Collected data
-=-=-=-=-
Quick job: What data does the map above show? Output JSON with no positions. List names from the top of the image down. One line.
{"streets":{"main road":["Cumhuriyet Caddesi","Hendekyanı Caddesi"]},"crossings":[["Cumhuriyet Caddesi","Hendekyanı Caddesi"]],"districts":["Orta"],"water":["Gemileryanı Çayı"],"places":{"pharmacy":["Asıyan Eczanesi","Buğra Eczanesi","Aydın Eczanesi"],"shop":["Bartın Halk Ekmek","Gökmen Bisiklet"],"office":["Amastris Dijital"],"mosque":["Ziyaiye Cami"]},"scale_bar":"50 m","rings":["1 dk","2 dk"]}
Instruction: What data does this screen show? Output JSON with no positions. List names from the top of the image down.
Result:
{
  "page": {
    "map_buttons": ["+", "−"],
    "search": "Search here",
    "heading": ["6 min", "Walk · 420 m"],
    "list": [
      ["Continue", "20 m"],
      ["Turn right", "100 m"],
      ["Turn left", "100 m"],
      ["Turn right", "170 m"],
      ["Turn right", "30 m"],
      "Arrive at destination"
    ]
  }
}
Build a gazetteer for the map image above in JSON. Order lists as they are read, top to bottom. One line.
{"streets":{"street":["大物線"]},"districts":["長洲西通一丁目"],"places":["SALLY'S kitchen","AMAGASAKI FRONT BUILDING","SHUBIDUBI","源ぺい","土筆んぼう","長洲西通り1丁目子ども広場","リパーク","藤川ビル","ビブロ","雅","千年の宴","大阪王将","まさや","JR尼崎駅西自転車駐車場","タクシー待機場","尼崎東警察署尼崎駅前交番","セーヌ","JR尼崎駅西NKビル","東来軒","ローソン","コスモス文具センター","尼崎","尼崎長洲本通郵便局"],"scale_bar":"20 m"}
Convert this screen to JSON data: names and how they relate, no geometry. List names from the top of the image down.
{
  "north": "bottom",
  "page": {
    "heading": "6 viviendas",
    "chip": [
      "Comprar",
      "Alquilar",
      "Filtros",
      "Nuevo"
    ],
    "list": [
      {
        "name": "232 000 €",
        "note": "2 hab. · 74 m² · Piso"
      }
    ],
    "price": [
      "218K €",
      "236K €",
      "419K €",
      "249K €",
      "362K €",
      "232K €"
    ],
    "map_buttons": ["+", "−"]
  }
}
-=-=-=-=-
Required action
Copy out each line above, character for character.

Reply
Quick job: What data does the map above show? Output JSON with no positions. List names from the top of the image down. One line.
{"streets":{"main road":["Cumhuriyet Caddesi","Hendekyanı Caddesi"]},"crossings":[["Cumhuriyet Caddesi","Hendekyanı Caddesi"]],"districts":["Orta"],"water":["Gemileryanı Çayı"],"places":{"pharmacy":["Asıyan Eczanesi","Buğra Eczanesi","Aydın Eczanesi"],"shop":["Bartın Halk Ekmek","Gökmen Bisiklet"],"office":["Amastris Dijital"],"mosque":["Ziyaiye Cami"]},"scale_bar":"50 m","rings":["1 dk","2 dk"]}
Instruction: What data does this screen show? Output JSON with no positions. List names from the top of the image down.
Result:
{
  "page": {
    "map_buttons": ["+", "−"],
    "search": "Search here",
    "heading": ["6 min", "Walk · 420 m"],
    "list": [
      ["Continue", "20 m"],
      ["Turn right", "100 m"],
      ["Turn left", "100 m"],
      ["Turn right", "170 m"],
      ["Turn right", "30 m"],
      "Arrive at destination"
    ]
  }
}
Build a gazetteer for the map image above in JSON. Order lists as they are read, top to bottom. One line.
{"streets":{"street":["大物線"]},"districts":["長洲西通一丁目"],"places":["SALLY'S kitchen","AMAGASAKI FRONT BUILDING","SHUBIDUBI","源ぺい","土筆んぼう","長洲西通り1丁目子ども広場","リパーク","藤川ビル","ビブロ","雅","千年の宴","大阪王将","まさや","JR尼崎駅西自転車駐車場","タクシー待機場","尼崎東警察署尼崎駅前交番","セーヌ","JR尼崎駅西NKビル","東来軒","ローソン","コスモス文具センター","尼崎","尼崎長洲本通郵便局"],"scale_bar":"20 m"}
Convert this screen to JSON data: names and how they relate, no geometry. List names from the top of the image down.
{
  "north": "bottom",
  "page": {
    "heading": "6 viviendas",
    "chip": [
      "Comprar",
      "Alquilar",
      "Filtros",
      "Nuevo"
    ],
    "list": [
      {
        "name": "232 000 €",
        "note": "2 hab. · 74 m² · Piso"
      }
    ],
    "price": [
      "218K €",
      "236K €",
      "419K €",
      "249K €",
      "362K €",
      "232K €"
    ],
    "map_buttons": ["+", "−"]
  }
}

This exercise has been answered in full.